CLIP Architecture Components
The CLIP class instantiates and manages the following components: - Text Transformer: Processes tokenized text inputs using causal attention masking. - Vision Transformer: Processes image inputs through patch-based attention. - Shared Embedding Space: Projects both modalities into a common feature space for comparison.
Key Methods
encode_text(): Converts text tokens to feature embeddings.encode_image(): Converts images to feature embeddings.forward(): Performs complete inference and computing similarity scores between images and text.
[ ]:
class CLIP:
def __init__(self, state_dict):
self.token_embedding = state_dict["text_model.embeddings.token_embedding.weight"]

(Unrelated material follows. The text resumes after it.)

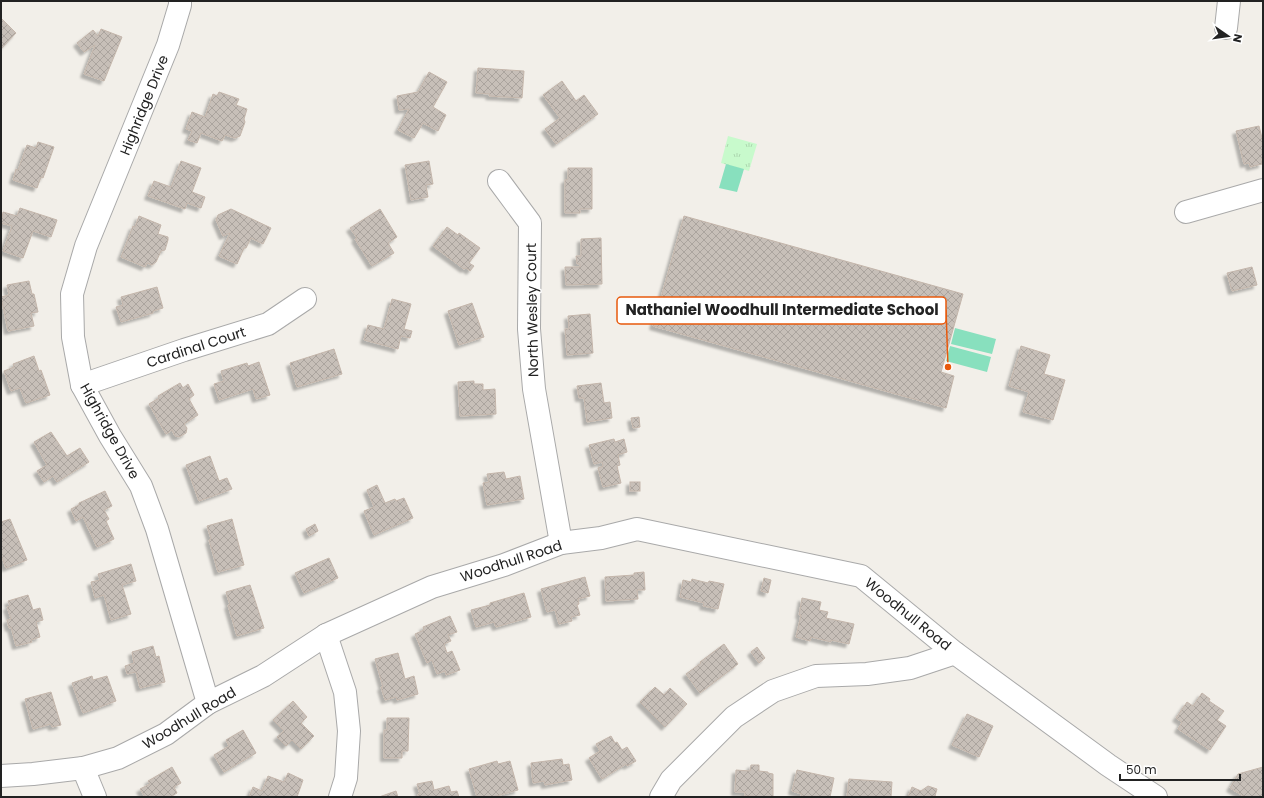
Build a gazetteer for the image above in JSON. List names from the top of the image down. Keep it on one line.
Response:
{"streets":{"street":["Highridge Drive","North Wesley Court","Cardinal Court","Woodhull Road"]},"crossings":[["Highridge Drive","Cardinal Court"],["Highridge Drive","Woodhull Road"],["North Wesley Court","Woodhull Road"]],"places":["Nathaniel Woodhull Intermediate School"],"scale_bar":"50 m","north":"right"}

self.positional_embedding = state_dict["text_model.embeddings.position_embedding.weight"]
self.text_projection = state_dict["text_projection.weight"]
self.context_length = self.positional_embedding.shape[0]
self.vocab_size = self.token_embedding.shape[0]
self.transformer_width = state_dict["text_model.final_layer_norm.weight"].shape[0]
transformer_heads = self.transformer_width // 64
self.ln_final_weights = state_dict["text_model.final_layer_norm.weight"]
self.ln_final_bias = state_dict["text_model.final_layer_norm.bias"]
self.logit_scale = state_dict["logit_scale"].item()
num_vision_layers = 12 # Hardcoded value for CLIP-ViT-base-patch32
self.visual = VisionTransformer(state_dict, num_vision_layers=num_vision_layers)
num_text_layers = 12 # Hardcoded value for CLIP-ViT-base-patch32
self.transformer = Transformer(
state_dict, num_layers=num_text_layers, num_heads=transformer_heads, attention_mask=self.build_attention_mask(), prefix="text_model.encoder"
)
def build_attention_mask(self):
"""
Build causal attention mask for text transformer.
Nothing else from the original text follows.